The Paper Chase Read online

Page 2


  “There was a promise to fix the hand back the way it was before,” Hart said.

  Kingsfield interrupted: “And what in fact was the result of the operation?”

  “The hand was much worse than when it was just burned …”

  “So the man got less than he was promised, even less than he had when the operation started?”

  Kingsfield wasn’t looking at Hart now. He had his hands folded across his chest. He faced out, catching as many of the class’s glances as he could.

  “Now, Mr. Hart,” Kingsfield said, “how should the court measure the damages?”

  “The difference between what he was promised, a new hand, and what he got, a worse hand?” Hart asked.

  Kingsfield stared off to the right, picked a name from the seating chart.

  “Mr. Pruit, perhaps you can tell the class if we should give the boy the difference between what he was promised and what he got, as Mr. Hart suggests, or the difference between what he got, and what he had.”

  Hart fell back into his seat. He blinked, trying to erase the image of Kingsfield suspended in his mind. He couldn’t.

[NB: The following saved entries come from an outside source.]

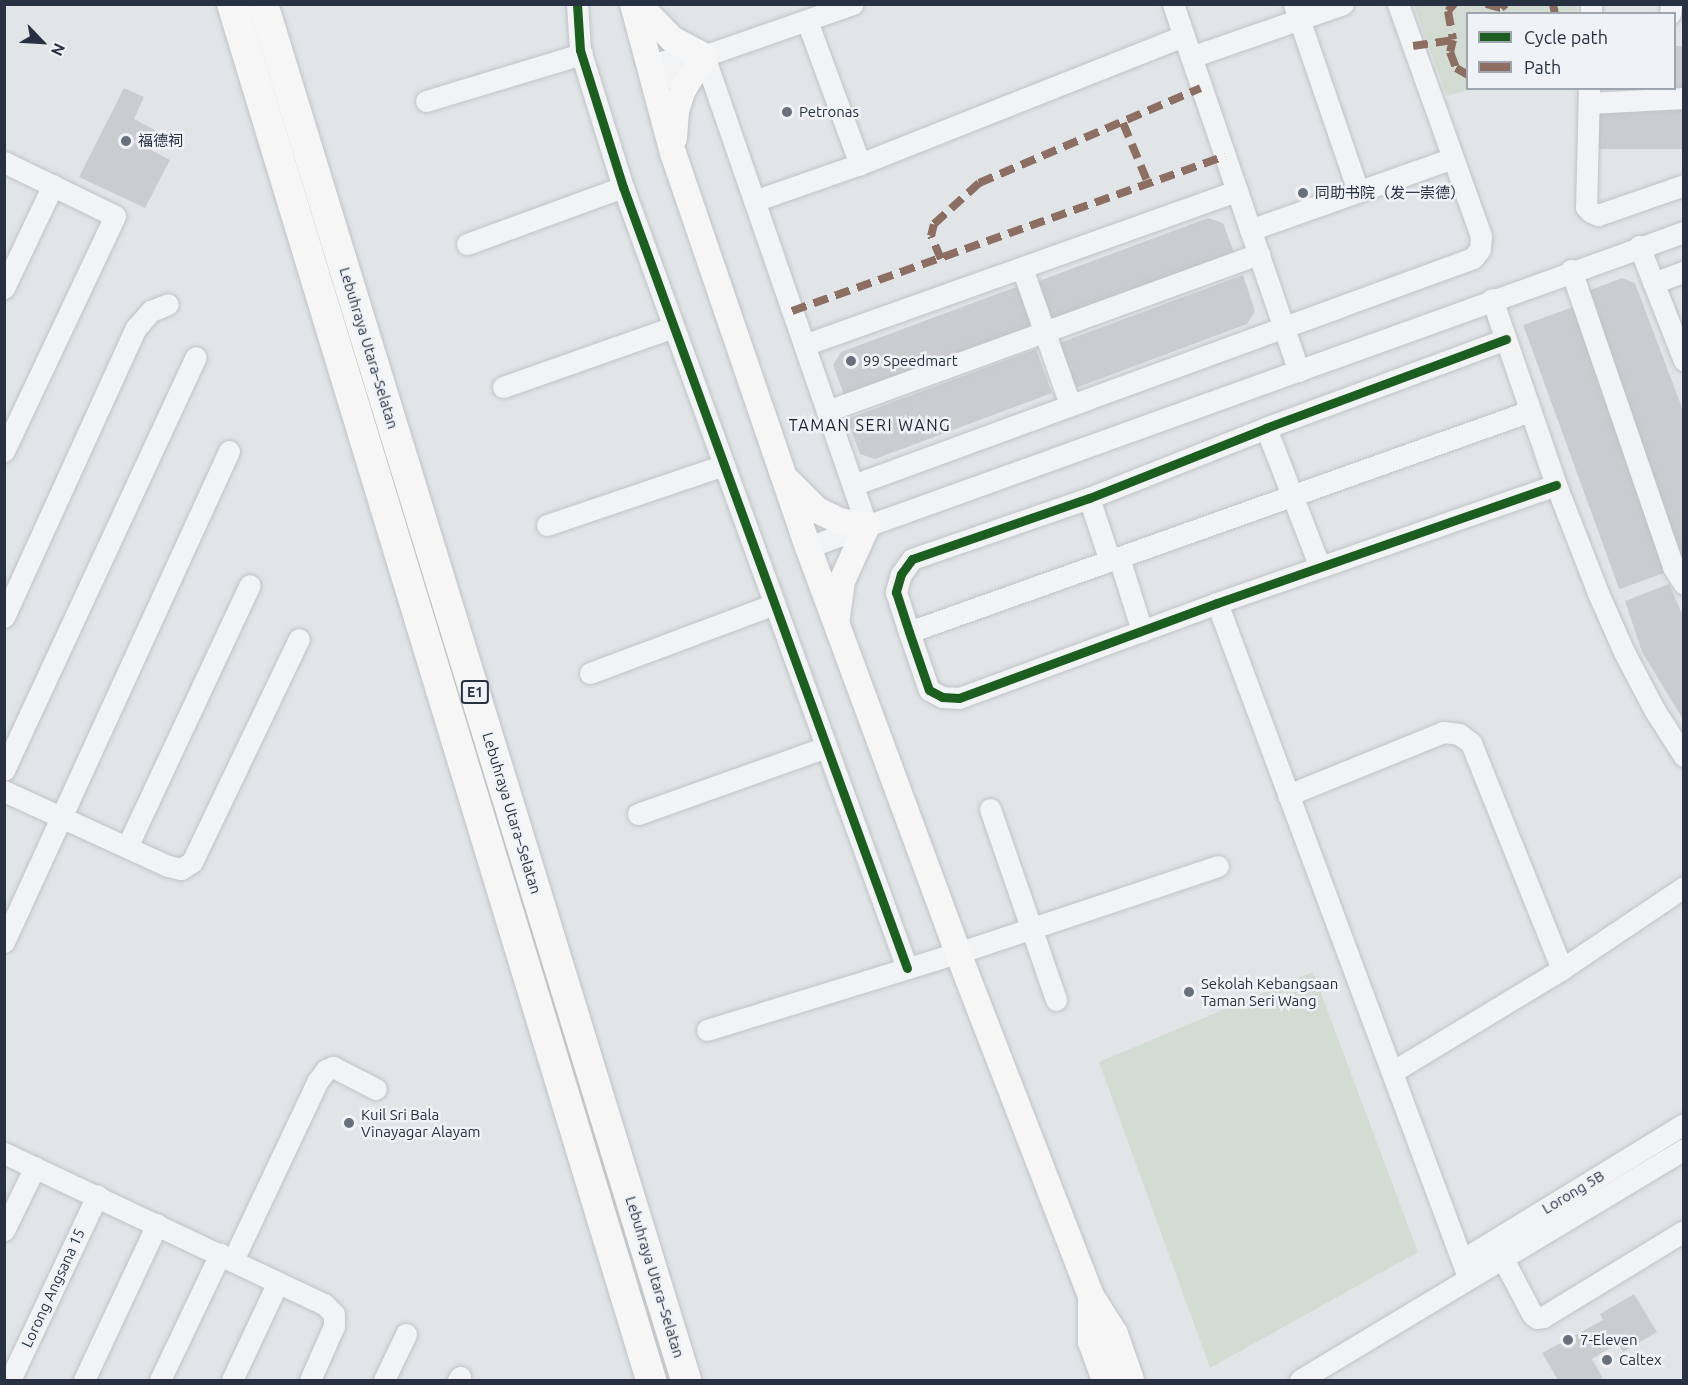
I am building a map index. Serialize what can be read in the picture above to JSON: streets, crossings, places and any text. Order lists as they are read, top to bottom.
{
  "streets": {
    "highway": ["Lebuhraya Utara–Selatan", "E1"],
    "street": ["Lorong 5B", "Lorong Angsana 15"]
  },
  "districts": ["TAMAN SERI WANG"],
  "places": [
    "Petronas",
    "福德祠",
    "同助书院（发一崇德）",
    "99 Speedmart",
    "Sekolah Kebangsaan Taman Seri Wang",
    "Kuil Sri Bala Vinayagar Alayam",
    "7-Eleven",
    "Caltex"
  ],
  "legend": ["Cycle path", "Path"],
  "north": "bottom right"
}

The lined white skin, the thin rusty lips grew like a balloon until the image seemed to actually press against his face, shutting off everything else in the classroom.

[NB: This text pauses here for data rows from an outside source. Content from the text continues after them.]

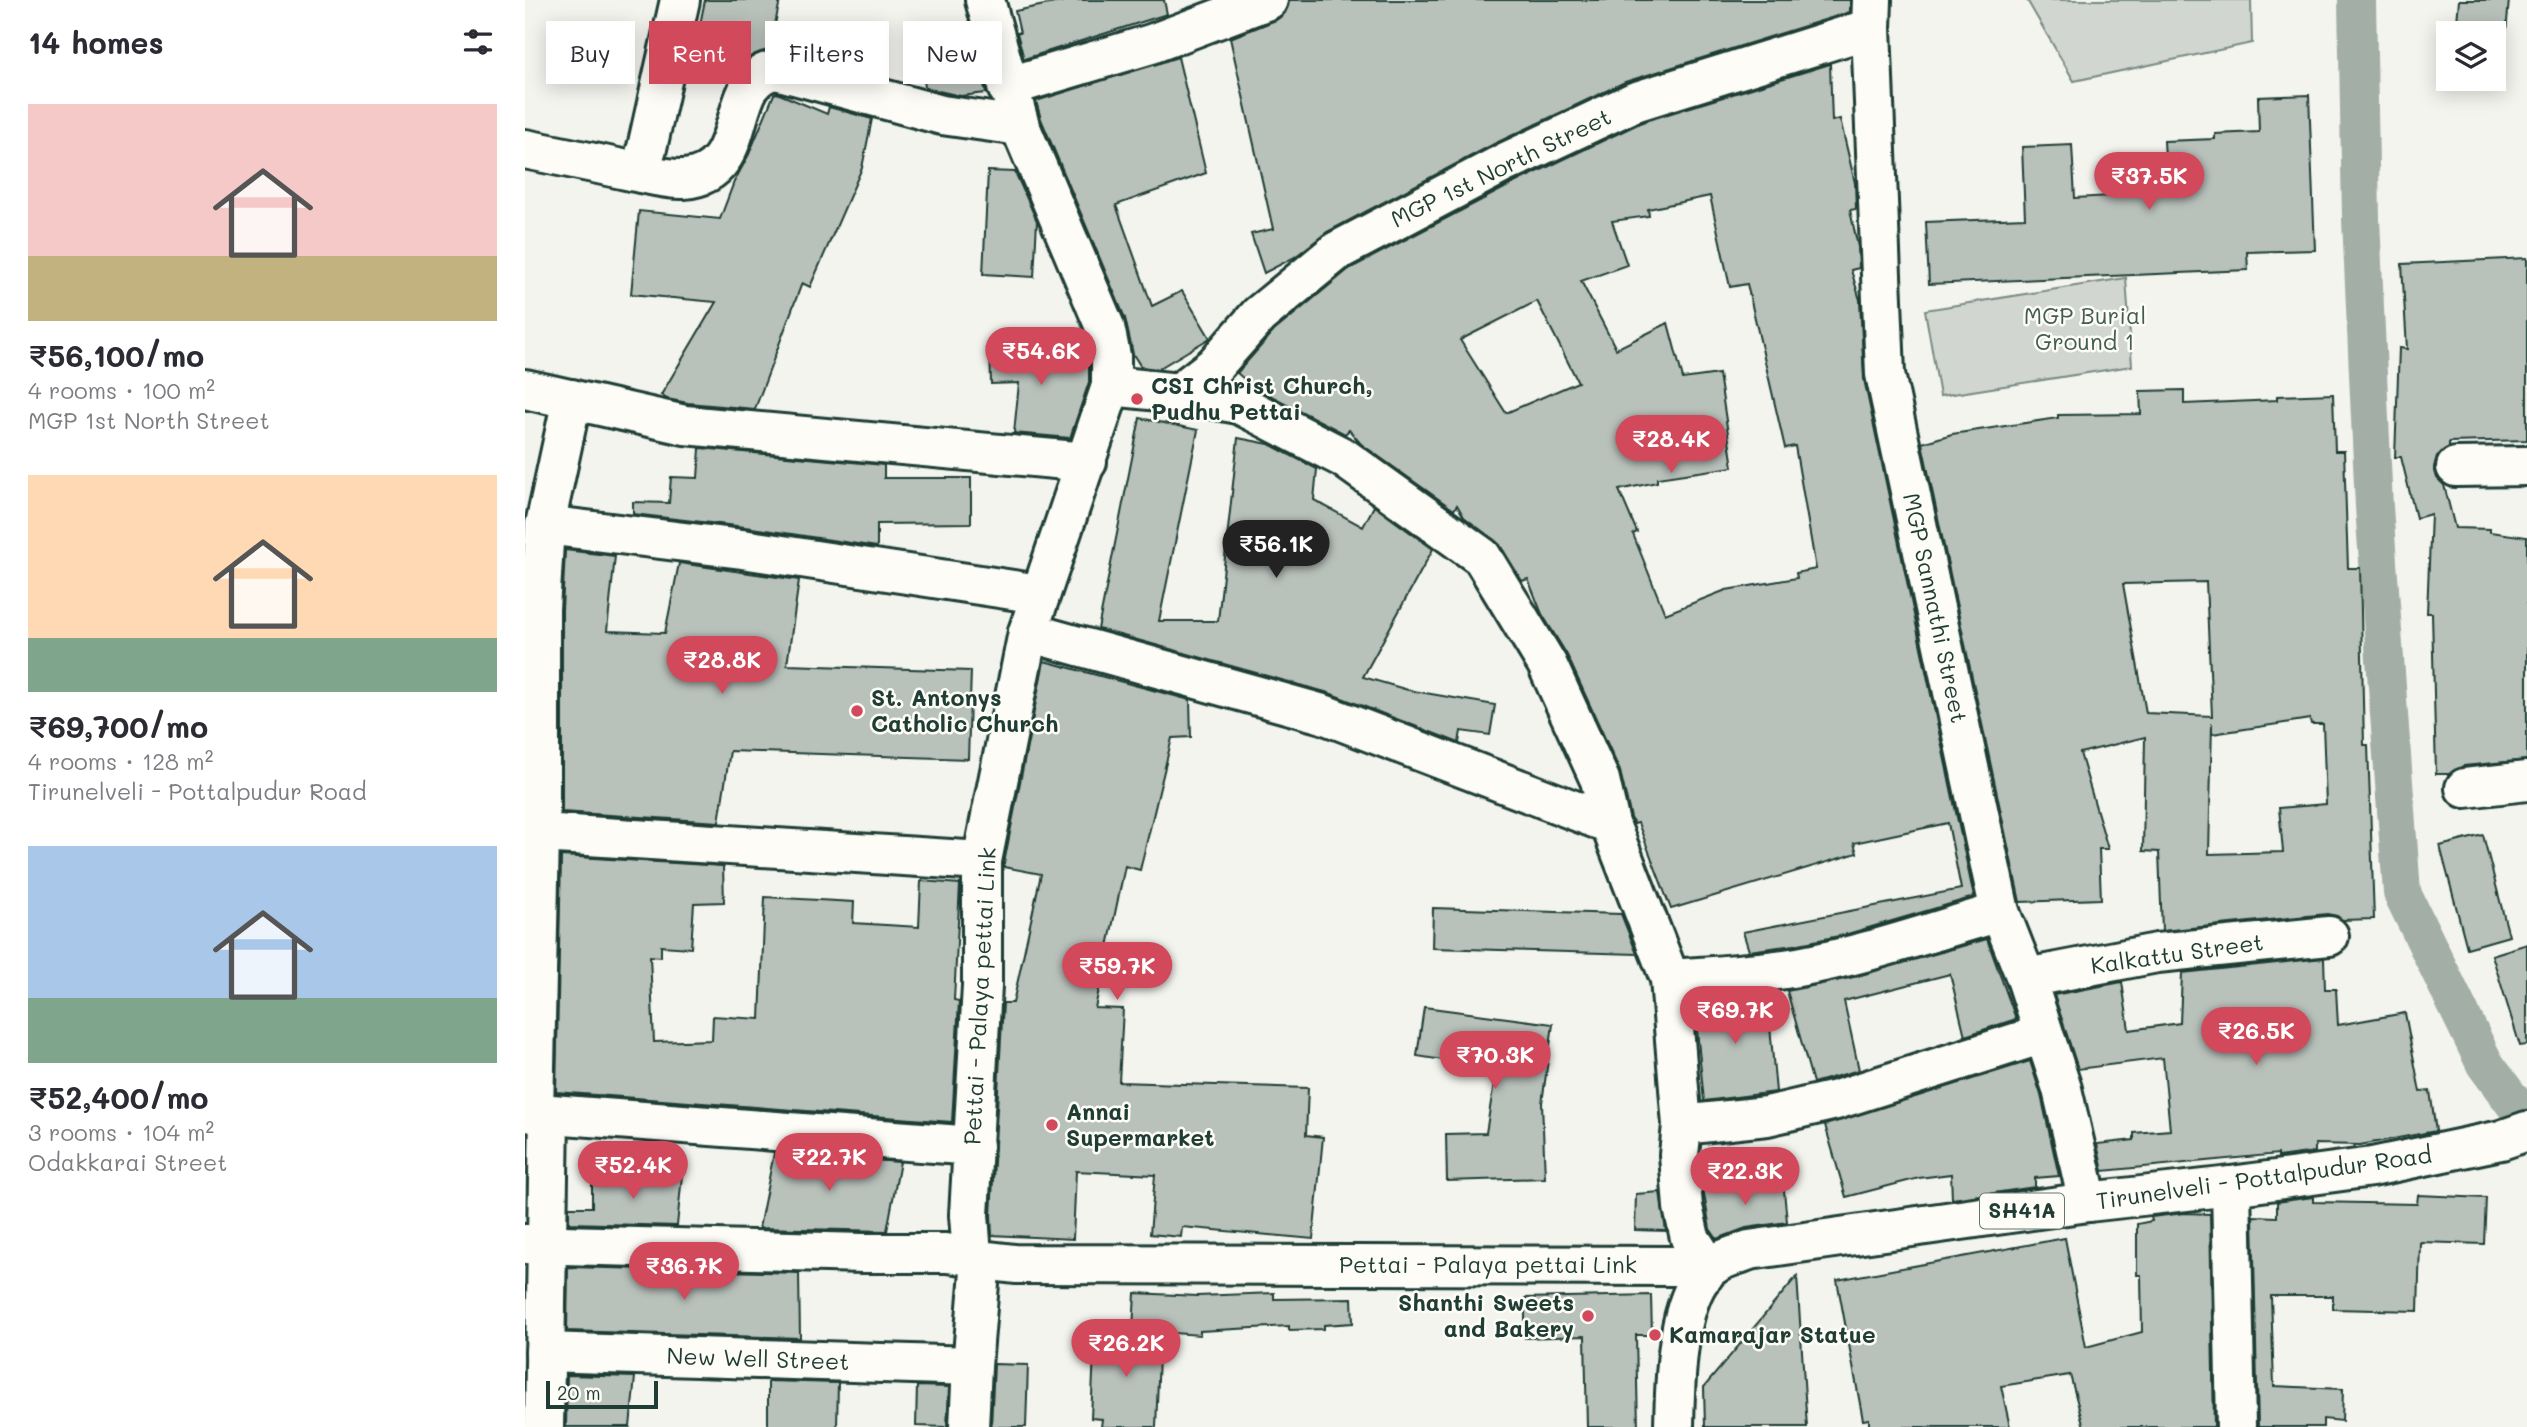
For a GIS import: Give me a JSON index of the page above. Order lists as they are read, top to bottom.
{
  "streets": {
    "street": [
      "MGP 1st North Street",
      "MGP Sannathi Street",
      "Kalkattu Street",
      "Pettai - Palaya pettai Link",
      "Tirunelveli - Pottalpudur Road",
      "SH41A",
      "New Well Street"
    ]
  },
  "crossings": [
    ["MGP 1st North Street", "MGP Sannathi Street"],
    ["MGP Sannathi Street", "Kalkattu Street"],
    ["MGP Sannathi Street", "Tirunelveli - Pottalpudur Road"],
    ["Pettai - Palaya pettai Link", "Tirunelveli - Pottalpudur Road"]
  ],
  "parks": ["MGP Burial Ground 1"],
  "places": [
    "CSI Christ Church, Pudhu Pettai",
    "St. Antonys Catholic Church",
    "Annai Supermarket",
    "Shanthi Sweets and Bakery",
    "Kamarajar Statue"
  ],
  "scale_bar": "20 m",
  "page": {
    "heading": "14 homes",
    "chip": [
      "Buy",
      "Rent",
      "Filters",
      "New"
    ],
    "list": [
      {
        "name": "₹56,100/mo",
        "note": "4 rooms · 100 m² · MGP 1st North Street"
      },
      {
        "name": "₹69,700/mo",
        "note": "4 rooms · 128 m² · Tirunelveli - Pottalpudur Road"
      },
      {
        "name": "₹52,400/mo",
        "note": "3 rooms · 104 m² · Odakkarai Street"
      }
    ],
    "price": [
      "₹37.5K",
      "₹54.6K",
      "₹28.4K",
      "₹56.1K",
      "₹28.8K",
      "₹59.7K",
      "₹69.7K",
      "₹26.5K",
      "₹70.3K",
      "₹22.7K",
      "₹52.4K",
      "₹22.3K",
      "₹36.7K",
      "₹26.2K"
    ],
    "scale": "20 m"
  }
}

  Hart blinked again, felt for his pen and tried to focus on his clean paper. His hand shook, squiggling a random line. Across the room, a terrified, astonished boy with a beard and wire-rimmed glasses was slowly talking about the hairy hand.

  2

  HART HAD BEEN WORKING for more than five hours in his concrete dorm room just large enough for a desk, a chair and a bed. He kept on only the desk light. It made the room seem larger and blocked out distractions. Gradually, he had locked into the work, oblivious to time and the physical action of turning pages.

  His door opened, a boy peered in and said something. Hart didn’t move, didn’t even hear the question. The boy closed the door and sat on the bed, two feet away. The sight of Hart completely into his work, with one light on, made the boy feel reverent. It was a picture to put with the dark faces in gilt frames hanging in the classrooms in Langdell.

  Then Hart knew someone was in the room. It came slowly: first just sensing he was losing contact with his casebook, and then, more quickly, the realization that there was breathing in the room, that the breathing was not his, that someone was there. It passed through his mind like cue cards. He saw Ford on the bed.

  “How long have you been there?” Hart said. Ford was the only student Hart had met in the first two weeks. Ford had introduced himself after the first contracts class and the fact that it was Ford, not Hart, who had taken the initiative gave Hart a slight feeling of superiority.

  “I just came in,” Ford said. “I knocked, but you didn’t hear it. I came to ask you to join my study group.”

  “Study group?” Hart said.

  “You’ll hear about study groups pretty soon. Groups of first year students get together, review the classwork, the casebooks. They make outlines and then share them with the group. It helps at exam time.”

  “All right,” Hart said, “I’ll join the group.” He squirmed around in his chair and looked away from Ford.

  “Just think about it,” Ford said. “You don’t have to make up your mind.”

  Hart didn’t want to think about it. “I’ll join,” he said. “It doesn’t make any difference to me.”

  Ford smiled and stood up.

  “Have you gotten a lot done?” he said. “Are you planning to study all night?”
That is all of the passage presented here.